Despite a weak start, US equities ended the month once again as good as unchanged.

During the first fortnight of September, US equities fell by as much as 2% on concerns the Fed would soon be hiking its rate and on the decline in oil prices. Oil prices fell further after the International Energy Agency said that global oil demand growth was slowing at a faster pace than initially predicted.

The market, however, rebounded during the second fortnight as the Fed lowered its rate outlook and oil prices rebounded on the news that OPEC members had reached a first agreement aimed at reducing oil supply. 

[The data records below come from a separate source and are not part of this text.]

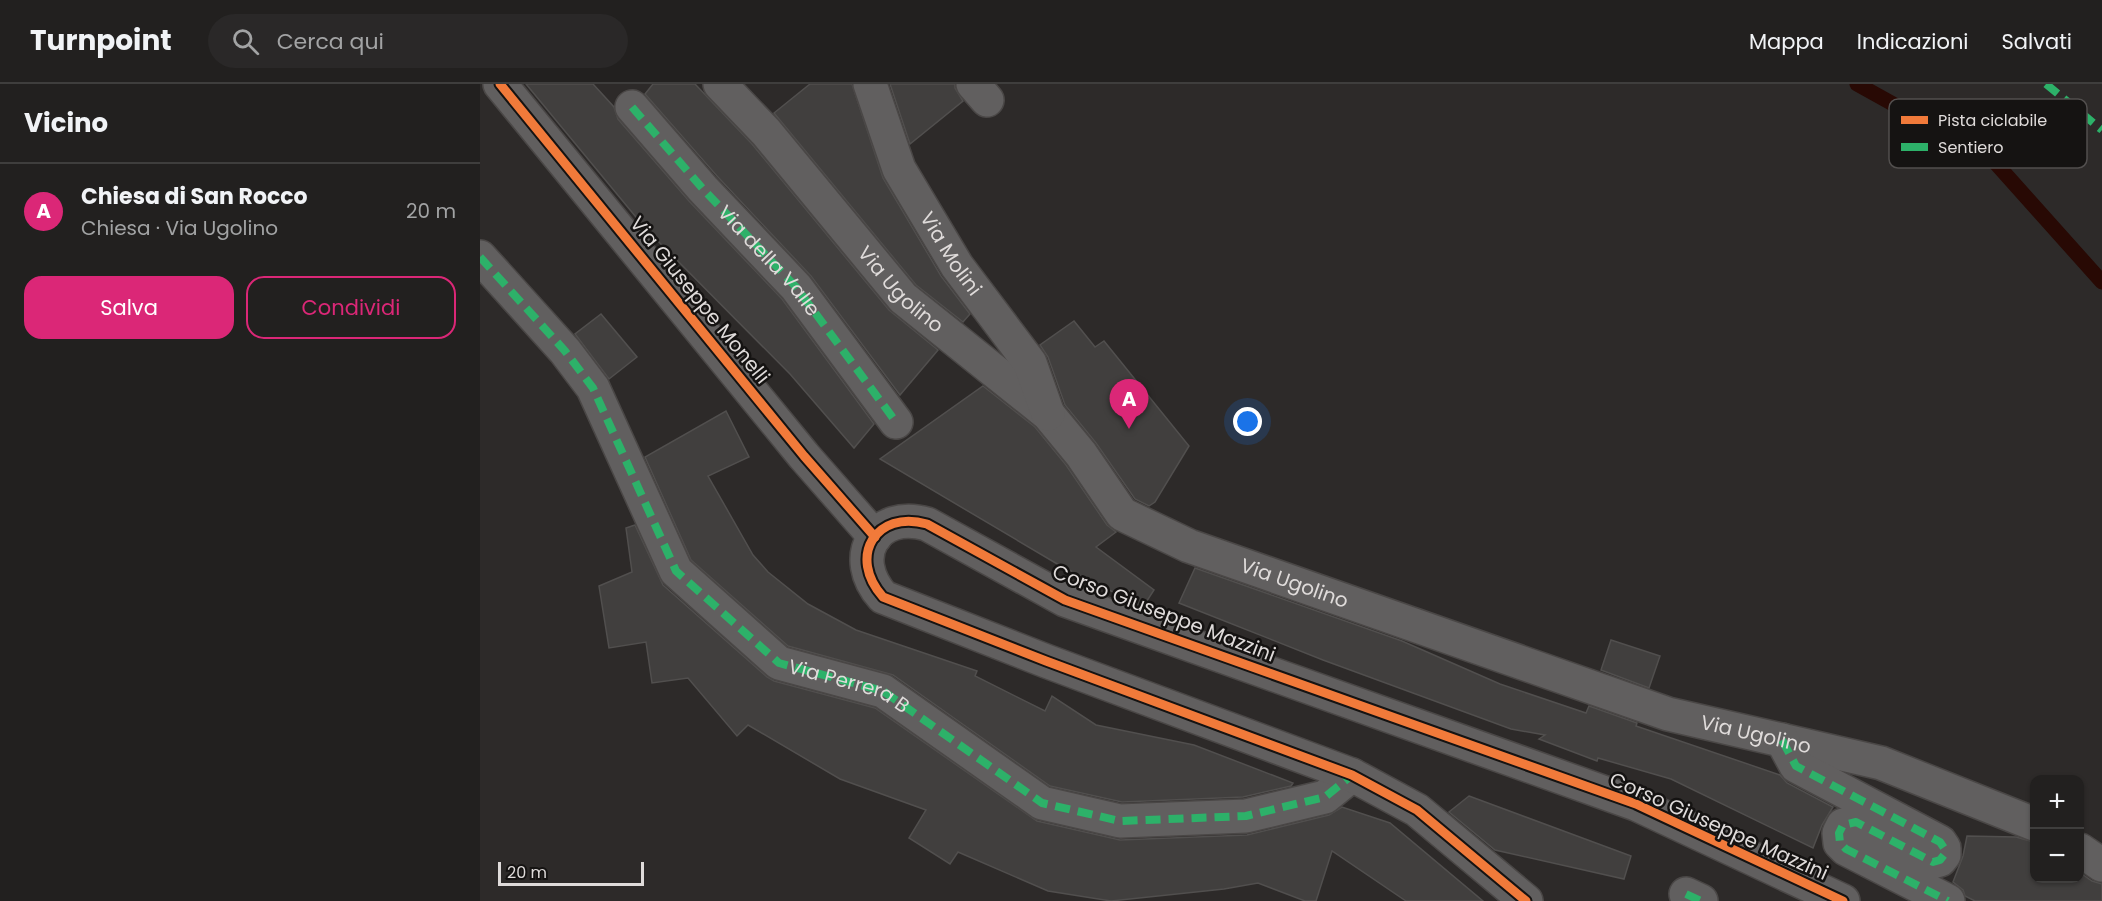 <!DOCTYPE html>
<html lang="it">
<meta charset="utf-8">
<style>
:root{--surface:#22201f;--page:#2a2828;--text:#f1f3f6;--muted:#a2a3a4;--line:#3f3e3d;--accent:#db2777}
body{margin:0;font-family:Poppins,sans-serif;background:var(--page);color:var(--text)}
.controls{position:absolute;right:18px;bottom:18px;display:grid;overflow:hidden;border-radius:12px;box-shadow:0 2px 4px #0004}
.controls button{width:54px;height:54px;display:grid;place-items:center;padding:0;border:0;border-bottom:2px solid var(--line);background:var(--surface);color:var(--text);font:30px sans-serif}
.scale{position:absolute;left:18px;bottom:15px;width:146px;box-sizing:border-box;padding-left:6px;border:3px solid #dfdbda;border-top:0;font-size:16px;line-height:21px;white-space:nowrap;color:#dfdbda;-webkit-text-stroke:4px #151312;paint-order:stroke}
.you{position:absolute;left:768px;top:338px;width:21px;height:21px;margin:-15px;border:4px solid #fff;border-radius:50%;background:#1a73e8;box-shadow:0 0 0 9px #1a73e833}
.badge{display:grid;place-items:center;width:39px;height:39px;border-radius:50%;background:var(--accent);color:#fff;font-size:20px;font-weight:700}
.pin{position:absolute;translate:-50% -50px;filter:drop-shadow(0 2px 3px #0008)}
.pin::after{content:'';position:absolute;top:32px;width:21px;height:18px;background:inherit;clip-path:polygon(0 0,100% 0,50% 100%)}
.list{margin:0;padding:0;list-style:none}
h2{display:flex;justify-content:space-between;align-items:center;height:78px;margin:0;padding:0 24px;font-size:26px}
h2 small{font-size:20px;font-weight:400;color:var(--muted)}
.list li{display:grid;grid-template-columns:39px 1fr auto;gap:18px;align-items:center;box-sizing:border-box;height:96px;padding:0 24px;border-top:2px solid var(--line)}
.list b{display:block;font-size:22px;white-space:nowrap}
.list p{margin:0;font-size:20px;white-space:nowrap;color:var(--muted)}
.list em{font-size:20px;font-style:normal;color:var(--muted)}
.actions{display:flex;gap:12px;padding:18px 24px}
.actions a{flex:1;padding:14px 0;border:2px solid var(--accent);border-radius:18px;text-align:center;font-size:21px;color:var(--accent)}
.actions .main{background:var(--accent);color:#fff}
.icon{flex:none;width:33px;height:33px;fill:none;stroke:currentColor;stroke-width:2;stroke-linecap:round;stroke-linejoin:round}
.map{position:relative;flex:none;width:1622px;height:817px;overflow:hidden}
header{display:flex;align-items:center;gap:36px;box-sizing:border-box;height:84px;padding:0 30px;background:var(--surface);border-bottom:2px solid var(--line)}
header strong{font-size:28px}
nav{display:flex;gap:33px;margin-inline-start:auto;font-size:21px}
.search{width:420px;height:54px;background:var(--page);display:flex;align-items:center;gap:15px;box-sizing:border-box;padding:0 21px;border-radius:33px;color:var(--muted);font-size:22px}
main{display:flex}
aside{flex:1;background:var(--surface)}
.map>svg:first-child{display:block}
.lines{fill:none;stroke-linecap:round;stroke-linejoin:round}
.stream{stroke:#280904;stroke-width:15}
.building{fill:#413f3e;stroke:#514f4e;stroke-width:1.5}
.minor-casing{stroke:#4a4746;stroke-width:36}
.minor{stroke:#615f5f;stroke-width:33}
.quiet{stroke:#2db169;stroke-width:8;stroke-dasharray:15 8;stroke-linecap:butt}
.cycleway-casing{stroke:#151312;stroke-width:13}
.cycleway{stroke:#f17a3a;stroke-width:9}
.labels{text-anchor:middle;stroke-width:5;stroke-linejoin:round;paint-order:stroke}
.street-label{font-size:20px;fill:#dfdbda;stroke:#151312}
.key{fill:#151312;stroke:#524f4e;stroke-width:1.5}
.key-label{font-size:16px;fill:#dfdbda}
</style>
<header>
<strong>Turnpoint</strong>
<div class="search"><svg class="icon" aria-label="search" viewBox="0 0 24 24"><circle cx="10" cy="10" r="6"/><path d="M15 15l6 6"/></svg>Cerca qui</div>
<nav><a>Mappa</a><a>Indicazioni</a><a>Salvati</a></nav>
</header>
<main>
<aside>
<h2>Vicino<small></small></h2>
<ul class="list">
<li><span class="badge">A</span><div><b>Chiesa di San Rocco</b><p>Chiesa · Via Ugolino</p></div><em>20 m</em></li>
</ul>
<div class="actions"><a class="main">Salva</a><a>Condividi</a></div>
</aside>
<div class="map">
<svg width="1622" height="817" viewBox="0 0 1622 817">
<rect width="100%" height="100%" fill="#2d2a29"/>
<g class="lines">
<polyline class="stream" points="1377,0 1512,75 1622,198"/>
</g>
<g class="building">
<polygon points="46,0 113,0 134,23 138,35 209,117 302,215 394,340 374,364 310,290 165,144"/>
<polygon points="173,0 215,0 272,60 409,226 458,266 420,311 331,192 237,92 165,10"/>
<polygon points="330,0 372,0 403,94 461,192 490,230 483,238 436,201 294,29"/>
<polygon points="410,0 475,0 475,4 483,17 430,60"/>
<polygon points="121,230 157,273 129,295 95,250"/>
<polygon points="594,237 615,263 624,257 709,362 675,418 669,422 655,415 616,359 585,321 568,273 560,261"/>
<polygon points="503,302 555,343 586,381 627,441 636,448 616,463 674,506 663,523 579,481 400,375"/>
<polygon points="246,327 269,373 228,392 273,471 288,488 328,520 376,546 497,587 495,592 565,627 572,612 616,641 714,661 813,699 811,702 763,713 642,718 570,702 413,591 308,562 211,476 165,373"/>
<polygon points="155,441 183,501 287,593 294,597 395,624 557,737 640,756 767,751 849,731 862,723 910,739 1003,817 926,817 852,767 836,817 825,817 778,799 744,805 631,817 568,807 478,768 470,780 429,754 446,726 360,695 268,641 257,652 208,594 172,599 166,558 129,564 119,502 152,488 146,444"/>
<polygon points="715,484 922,557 1020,600 1106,629 1109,622 1157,639 1156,642 1300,691 1307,699 1353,723 1342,741 1333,764 1191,695 1118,674 1117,677 1059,655 1065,651 1031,645 843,576 699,519"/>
<polygon points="1131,556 1180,572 1169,604 1121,586"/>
<polygon points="989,712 1151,772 1144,795 1015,766 969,728"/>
<polygon points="1487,752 1536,753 1554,758 1554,795 1599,795 1599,788 1612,797 1622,800 1622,817 1495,817 1485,812 1483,806 1473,798 1483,772"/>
</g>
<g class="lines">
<defs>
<g id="minor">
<polyline points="20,0 324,372 395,453"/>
<path id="s1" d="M 240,0 L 286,48 L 423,214 L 568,330 L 601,370 L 642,430 L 709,462 L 1188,630 L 1401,679 L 1554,740"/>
<path id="s2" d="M 390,0 L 419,85 L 477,182 L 550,279 L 568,330"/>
<polyline points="493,0 507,16"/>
<path id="s3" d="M 152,23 L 223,105 L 316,203 L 416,338"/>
<path id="s4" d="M 0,173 L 85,267 L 113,304 L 196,487 L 299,579 L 403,607 L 562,719 L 640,737 L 766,732 L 845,713 L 872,691"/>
<polyline points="1302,656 1316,682 1460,758 1464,764 1464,771 1460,776 1453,778 1376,738 1363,741 1359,749 1360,759 1366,765 1468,817"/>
<polyline points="1600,766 1622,781"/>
<polyline points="1206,810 1221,817"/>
<path d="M 1046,817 L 937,726 L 872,691 L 566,577 L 403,513 C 367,473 396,425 447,440 L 585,516 L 1156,720 L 1363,817"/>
</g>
</defs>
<use href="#minor" class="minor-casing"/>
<use href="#minor" class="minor"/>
<g class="quiet">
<polyline points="1566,0 1622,46"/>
<polyline points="152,23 223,105 316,203 416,338"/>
<polyline points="0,173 85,267 113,304 196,487 299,579 403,607 562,719 640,737 766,732 845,713 872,691"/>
<polyline points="1302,656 1316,682 1460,758 1464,764 1464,771 1460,776 1453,778 1376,738 1363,741 1359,749 1360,759 1366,765 1468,817"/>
<polyline points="1206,810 1221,817"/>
</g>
<defs>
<g id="cycleway">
<polyline points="20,0 324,372 395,453"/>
<path d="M 1046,817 L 937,726 L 872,691 L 566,577 L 403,513 C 367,473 396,425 447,440 L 585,516 L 1156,720 L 1363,817"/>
</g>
</defs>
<use href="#cycleway" class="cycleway-casing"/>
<use href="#cycleway" class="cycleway"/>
</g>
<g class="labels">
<g class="street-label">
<text dy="7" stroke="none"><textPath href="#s2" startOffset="189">Via Molini</textPath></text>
<text dy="7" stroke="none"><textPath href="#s3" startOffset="206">Via della Valle</textPath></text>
<text dy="7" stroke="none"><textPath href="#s1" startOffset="274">Via Ugolino</textPath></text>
<text transform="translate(220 216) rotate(51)" y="7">Via Giuseppe Monelli</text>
<text dy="7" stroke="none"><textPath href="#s1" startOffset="778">Via Ugolino</textPath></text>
<text transform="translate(684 529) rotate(21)" y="7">Corso Giuseppe Mazzini</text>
<text dy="7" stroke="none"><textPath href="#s4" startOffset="586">Via Perrera B</textPath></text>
<text dy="7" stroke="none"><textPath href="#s1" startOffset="1264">Via Ugolino</textPath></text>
<text transform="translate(1239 742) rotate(24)" y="7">Corso Giuseppe Mazzini</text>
</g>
</g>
<rect x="1409" y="15" width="198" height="69" rx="9" class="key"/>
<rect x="1421" y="32" width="27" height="8" fill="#f17a3a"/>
<rect x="1421" y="59" width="27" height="8" fill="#2db169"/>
<g class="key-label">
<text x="1458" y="42">Pista ciclabile</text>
<text x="1458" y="69">Sentiero</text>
</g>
</svg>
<div class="controls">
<button>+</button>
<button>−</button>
</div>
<div class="scale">20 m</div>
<div class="you"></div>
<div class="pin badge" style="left:649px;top:345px">A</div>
</div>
</main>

While the Energy sector was the best performer in September, financials had been performing poorly.  Investors were seen selling financials on concerns Deutsche Bank would be in trouble, after the US Department of Justice imposed a heavy fine related to a probe tied to residential mortgage-backed securities.

  • We have made several significant changes in our sector allocation.We reduced positions in Consumer Staples and slightly in Industrials, reinvesting the proceeds mainly in Healthcare, Materials, Consumer Discretionary and Energy.

  • We raised or initiated positions in, inter alia, Apache, Abbott, Amgen and Johnson & Johnson, while reducing positions in, for instance, Colgate, Pepsi and Stanley Black & Decker.

  • The IMF expected world economic growth forecast of around 3.1% in 2016 and 3.4% in 2017 seems very challenging in the current environment.

  • Brexit, the US presidential election, Central Bank behaviour and Greece could all impact stock markets going forward, although we think those risks are relatively limited.

We are, instead, focusing more on the stabilising and even slightly improving global economic growth.